Vodafone is to cut 11,000 jobs as part of a new "roadmap" drawn up by CEO Margherita Della Valle in a bid to stop the rot. The redundancies will take place over three years, with the "simplification," as the company chillingly puts it, applied to "both HQ and local markets," according to a London Stock Exchange statement. The announcement comes on the back of full-year earnings that saw group revenue remain more or less flat, at €45.7 billion (US$49.8 billion). Germany is a particular trouble spot for the group, with a 6.1% fall in earnings recorded. "Our performance has not been good enough. To consistently deliver, Vodafone must change," said Della Valle. Figure 1: (Source: l_martinez / Alamy Stock Photo)
France's Bouygues Telecom saw first-quarter EBITDAal (earnings before interest, tax, depreciation and amortization, after leases) rise by €45 million ($49 million) year-over-year, to €399 million ($435 million), thanks to a combination of sales growth and a tighter control on costs. Sales were up 8%, to €1.93 billion ($2.10 billion). During the quarter, the operator added 27,000 new mobile customers (excluding M2M) and 148,000 new FTTH sign-ups. Bouygues now has 3.1 million FTTH customers, representing 67% of its fixed customer total. Full-year guidance was confirmed.
The latest twist in the saga of Telecom Italia's fixed infrastructure sell-off sees trouble brewing between state-backed lender CDP and Australian fund Macquarie, who were until recently the best of friends in a consortium bidding for TIM's landline grid. According to a Reuters report, Macquarie is now raising legal objections to a possible coming together of CDP and US private equity fund KKR for a fresh joint bid. (See Eurobites: CDP-Macquarie comes in with bid for TIM's fixed infrastructure.)

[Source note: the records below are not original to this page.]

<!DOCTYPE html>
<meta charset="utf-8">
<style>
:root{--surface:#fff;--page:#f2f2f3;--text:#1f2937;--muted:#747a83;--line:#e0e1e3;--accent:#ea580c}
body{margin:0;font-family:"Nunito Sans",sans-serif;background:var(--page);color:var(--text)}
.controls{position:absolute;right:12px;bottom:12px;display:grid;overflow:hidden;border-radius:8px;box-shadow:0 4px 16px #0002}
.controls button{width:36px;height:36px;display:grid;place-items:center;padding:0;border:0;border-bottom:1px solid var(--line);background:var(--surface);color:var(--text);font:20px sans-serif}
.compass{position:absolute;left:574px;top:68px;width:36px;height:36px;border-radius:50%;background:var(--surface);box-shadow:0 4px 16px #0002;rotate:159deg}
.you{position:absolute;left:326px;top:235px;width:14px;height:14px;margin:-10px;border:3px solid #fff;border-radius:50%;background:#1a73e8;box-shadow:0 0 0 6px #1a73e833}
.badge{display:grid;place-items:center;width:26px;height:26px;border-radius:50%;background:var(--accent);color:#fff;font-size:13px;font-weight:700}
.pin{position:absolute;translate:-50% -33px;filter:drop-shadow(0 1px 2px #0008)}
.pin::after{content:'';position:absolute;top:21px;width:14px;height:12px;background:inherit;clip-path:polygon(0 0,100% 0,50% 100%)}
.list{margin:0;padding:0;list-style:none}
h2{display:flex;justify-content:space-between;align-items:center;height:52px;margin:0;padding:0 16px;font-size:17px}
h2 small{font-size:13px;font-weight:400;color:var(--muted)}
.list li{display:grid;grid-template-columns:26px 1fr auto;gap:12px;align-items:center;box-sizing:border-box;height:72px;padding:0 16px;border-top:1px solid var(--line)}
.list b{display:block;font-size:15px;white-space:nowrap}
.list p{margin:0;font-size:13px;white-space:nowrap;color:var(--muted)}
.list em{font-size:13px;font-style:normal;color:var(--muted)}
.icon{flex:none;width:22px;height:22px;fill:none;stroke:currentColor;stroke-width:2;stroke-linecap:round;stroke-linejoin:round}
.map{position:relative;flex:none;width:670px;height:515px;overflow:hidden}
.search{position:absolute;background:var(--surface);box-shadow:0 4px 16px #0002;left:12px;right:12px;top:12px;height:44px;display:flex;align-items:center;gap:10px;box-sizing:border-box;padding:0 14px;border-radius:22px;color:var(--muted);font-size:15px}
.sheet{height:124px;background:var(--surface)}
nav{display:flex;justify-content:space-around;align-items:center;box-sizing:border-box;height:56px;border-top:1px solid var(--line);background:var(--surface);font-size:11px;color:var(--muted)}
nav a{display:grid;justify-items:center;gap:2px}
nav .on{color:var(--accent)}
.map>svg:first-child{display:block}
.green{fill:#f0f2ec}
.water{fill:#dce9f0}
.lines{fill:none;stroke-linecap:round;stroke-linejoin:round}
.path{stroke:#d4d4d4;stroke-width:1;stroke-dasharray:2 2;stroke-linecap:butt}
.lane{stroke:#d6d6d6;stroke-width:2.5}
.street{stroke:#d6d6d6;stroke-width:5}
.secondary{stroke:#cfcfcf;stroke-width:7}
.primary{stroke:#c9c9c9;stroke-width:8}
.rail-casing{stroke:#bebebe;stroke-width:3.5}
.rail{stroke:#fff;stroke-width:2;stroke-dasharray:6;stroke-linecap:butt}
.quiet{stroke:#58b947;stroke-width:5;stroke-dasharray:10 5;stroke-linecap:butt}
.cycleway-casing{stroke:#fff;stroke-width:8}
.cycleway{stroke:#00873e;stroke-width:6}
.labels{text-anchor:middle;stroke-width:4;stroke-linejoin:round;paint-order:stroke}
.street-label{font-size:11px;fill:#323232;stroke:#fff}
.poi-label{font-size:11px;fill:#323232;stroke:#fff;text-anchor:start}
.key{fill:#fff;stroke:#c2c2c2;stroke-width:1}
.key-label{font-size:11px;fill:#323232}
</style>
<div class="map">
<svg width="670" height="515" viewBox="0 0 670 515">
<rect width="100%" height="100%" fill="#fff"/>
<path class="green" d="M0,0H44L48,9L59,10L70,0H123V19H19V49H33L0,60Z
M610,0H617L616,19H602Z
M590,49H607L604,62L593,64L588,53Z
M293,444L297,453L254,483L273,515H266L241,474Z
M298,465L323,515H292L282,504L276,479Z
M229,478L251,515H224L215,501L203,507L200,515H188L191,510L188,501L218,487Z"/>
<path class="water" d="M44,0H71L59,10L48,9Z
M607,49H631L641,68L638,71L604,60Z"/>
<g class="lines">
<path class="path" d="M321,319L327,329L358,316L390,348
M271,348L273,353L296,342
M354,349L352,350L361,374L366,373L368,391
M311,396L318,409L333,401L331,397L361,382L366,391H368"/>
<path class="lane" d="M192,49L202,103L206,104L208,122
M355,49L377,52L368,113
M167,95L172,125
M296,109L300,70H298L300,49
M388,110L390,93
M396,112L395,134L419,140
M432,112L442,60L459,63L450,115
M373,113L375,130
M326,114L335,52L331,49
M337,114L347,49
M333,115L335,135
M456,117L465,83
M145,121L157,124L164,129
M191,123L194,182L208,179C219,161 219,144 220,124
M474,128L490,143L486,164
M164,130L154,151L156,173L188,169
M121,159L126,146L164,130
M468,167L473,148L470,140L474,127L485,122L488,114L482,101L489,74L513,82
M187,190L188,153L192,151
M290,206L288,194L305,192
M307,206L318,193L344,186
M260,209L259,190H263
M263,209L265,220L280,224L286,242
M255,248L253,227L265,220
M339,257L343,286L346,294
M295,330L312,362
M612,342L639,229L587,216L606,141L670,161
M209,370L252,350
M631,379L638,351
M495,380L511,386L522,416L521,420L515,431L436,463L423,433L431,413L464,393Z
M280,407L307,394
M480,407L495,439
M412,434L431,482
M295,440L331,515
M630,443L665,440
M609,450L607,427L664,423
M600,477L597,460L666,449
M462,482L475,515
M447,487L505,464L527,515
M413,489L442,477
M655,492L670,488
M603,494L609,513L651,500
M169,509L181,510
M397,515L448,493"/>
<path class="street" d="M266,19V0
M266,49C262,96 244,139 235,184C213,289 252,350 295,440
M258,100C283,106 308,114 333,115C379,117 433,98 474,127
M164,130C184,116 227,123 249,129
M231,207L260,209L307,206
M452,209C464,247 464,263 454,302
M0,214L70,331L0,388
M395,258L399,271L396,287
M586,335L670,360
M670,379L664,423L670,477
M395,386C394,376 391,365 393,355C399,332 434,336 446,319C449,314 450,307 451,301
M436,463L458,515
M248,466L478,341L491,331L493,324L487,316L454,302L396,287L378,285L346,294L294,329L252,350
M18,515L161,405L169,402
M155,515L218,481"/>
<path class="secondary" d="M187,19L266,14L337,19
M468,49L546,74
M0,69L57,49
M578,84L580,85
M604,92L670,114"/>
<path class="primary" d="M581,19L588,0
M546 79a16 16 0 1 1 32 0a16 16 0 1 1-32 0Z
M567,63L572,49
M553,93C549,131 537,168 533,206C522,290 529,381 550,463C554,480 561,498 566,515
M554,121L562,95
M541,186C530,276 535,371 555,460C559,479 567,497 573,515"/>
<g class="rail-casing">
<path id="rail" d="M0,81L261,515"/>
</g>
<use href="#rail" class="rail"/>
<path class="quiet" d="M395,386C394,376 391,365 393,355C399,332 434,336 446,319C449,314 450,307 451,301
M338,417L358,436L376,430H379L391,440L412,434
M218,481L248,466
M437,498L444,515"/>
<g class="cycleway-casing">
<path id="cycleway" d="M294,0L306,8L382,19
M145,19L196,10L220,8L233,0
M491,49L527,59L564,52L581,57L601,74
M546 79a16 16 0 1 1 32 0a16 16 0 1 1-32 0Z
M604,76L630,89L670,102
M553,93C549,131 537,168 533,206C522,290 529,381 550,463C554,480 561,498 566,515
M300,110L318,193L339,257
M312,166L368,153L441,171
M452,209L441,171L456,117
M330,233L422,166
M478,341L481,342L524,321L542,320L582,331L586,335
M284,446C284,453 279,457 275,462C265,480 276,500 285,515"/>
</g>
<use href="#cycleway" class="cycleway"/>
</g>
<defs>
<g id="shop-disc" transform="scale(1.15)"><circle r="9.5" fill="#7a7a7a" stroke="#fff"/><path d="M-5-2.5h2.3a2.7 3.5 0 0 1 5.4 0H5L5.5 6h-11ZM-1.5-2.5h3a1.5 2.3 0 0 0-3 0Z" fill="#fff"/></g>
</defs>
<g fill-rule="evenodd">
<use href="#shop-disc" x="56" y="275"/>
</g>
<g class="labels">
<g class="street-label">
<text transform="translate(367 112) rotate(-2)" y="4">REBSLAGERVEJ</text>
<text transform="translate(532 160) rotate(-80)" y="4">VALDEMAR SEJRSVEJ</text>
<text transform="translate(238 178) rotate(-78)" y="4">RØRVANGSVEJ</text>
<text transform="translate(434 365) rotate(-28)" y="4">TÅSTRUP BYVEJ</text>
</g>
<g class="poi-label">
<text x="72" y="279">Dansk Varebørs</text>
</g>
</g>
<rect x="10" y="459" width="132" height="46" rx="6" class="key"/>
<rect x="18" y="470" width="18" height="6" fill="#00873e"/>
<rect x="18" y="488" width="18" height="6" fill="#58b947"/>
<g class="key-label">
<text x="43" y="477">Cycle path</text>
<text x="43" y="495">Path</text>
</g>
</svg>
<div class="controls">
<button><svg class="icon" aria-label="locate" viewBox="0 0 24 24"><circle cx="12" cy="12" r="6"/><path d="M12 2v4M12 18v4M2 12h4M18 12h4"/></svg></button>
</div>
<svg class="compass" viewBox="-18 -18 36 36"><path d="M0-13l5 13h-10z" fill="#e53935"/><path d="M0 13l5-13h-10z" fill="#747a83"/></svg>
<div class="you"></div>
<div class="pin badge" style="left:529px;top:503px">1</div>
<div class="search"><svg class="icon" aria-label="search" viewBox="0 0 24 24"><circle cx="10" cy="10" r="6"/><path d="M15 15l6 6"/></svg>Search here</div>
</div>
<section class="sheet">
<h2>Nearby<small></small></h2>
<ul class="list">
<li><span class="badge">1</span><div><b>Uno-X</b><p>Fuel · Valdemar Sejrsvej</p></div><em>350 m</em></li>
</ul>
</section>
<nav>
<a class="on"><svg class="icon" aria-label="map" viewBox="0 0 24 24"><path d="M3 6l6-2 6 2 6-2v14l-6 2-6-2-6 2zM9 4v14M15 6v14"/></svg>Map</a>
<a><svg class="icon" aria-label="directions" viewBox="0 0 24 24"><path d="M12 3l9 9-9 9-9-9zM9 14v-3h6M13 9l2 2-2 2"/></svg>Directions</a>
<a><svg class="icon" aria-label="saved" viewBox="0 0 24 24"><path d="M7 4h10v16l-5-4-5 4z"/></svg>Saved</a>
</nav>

Away from the boardroom Beowulf, TIM has signed a framework agreement with the National Research Council of Italy to carry out research and joint projects in the area of smart cities and what the operator calls "urban intelligence." One specific area of collaboration will be the Digital Twin Cities project, which uses integrated digital systems, widespread sensors and predictive analytics to virtually replicate the a city and its systems, with the goal of developing a new model of urban planning and management.
In the same ballpark, the UK government has published what it describes as an "alpha Playbook" intended to help local authorities keep their nascent smart cities safe from cyberattacks. A number of local authorities contributed what they have learned from their respective smart-city projects to the Playbook. The next stage, apparently, involves "beta testing the alpha Playbook." Someone somewhere did Greek at private school…
Stockholm-based Sinch is expanding its cloud-based direct connect voice footprint into Europe, Asia, Africa, the Middle East, and Latin America. The company will offer its IP Connect connectivity between global service providers.
Beeline Kazakhstan, which forms part of the VEON empire, has developed what it says is the first Kazakh-language AI model to support digital services. BeeBert is described by Beeline as a generative AI technology that will improve the customer experience on Beeline's various digital applications.
The European Commission has decided to give the green light to Microsoft's planned acquisition of games developer Activision Blizzard on condition that Microsoft offers a number of licensing commitments over the next decade, commitments that are intended to – temporarily at least – prevent the technology giant from gaining a strangehold on the market for cloud-based gaming. The Commission's judgement is at odds with the decision by the UK's Competition and Markets Authority to say no to the deal, a decision that Microsoft's legal stormtroopers are currently preparing to challenge in the courts. (See A metaverse-loving Microsoft brings a dystopia for telcos.)
Satellite operator Inmarsat has appointed Collins Aerospace as the latest distributor for its SwiftJet inflight connectivity service. Powered by Inmarsat's ELERA satellite network, SwiftJet offers global coverage across flight routes and maximum speeds of 2.6 Mbit/s, up to six times faster than Inmarsat's existing L-band business aviation connectivity service, SwiftBroadband (SBB).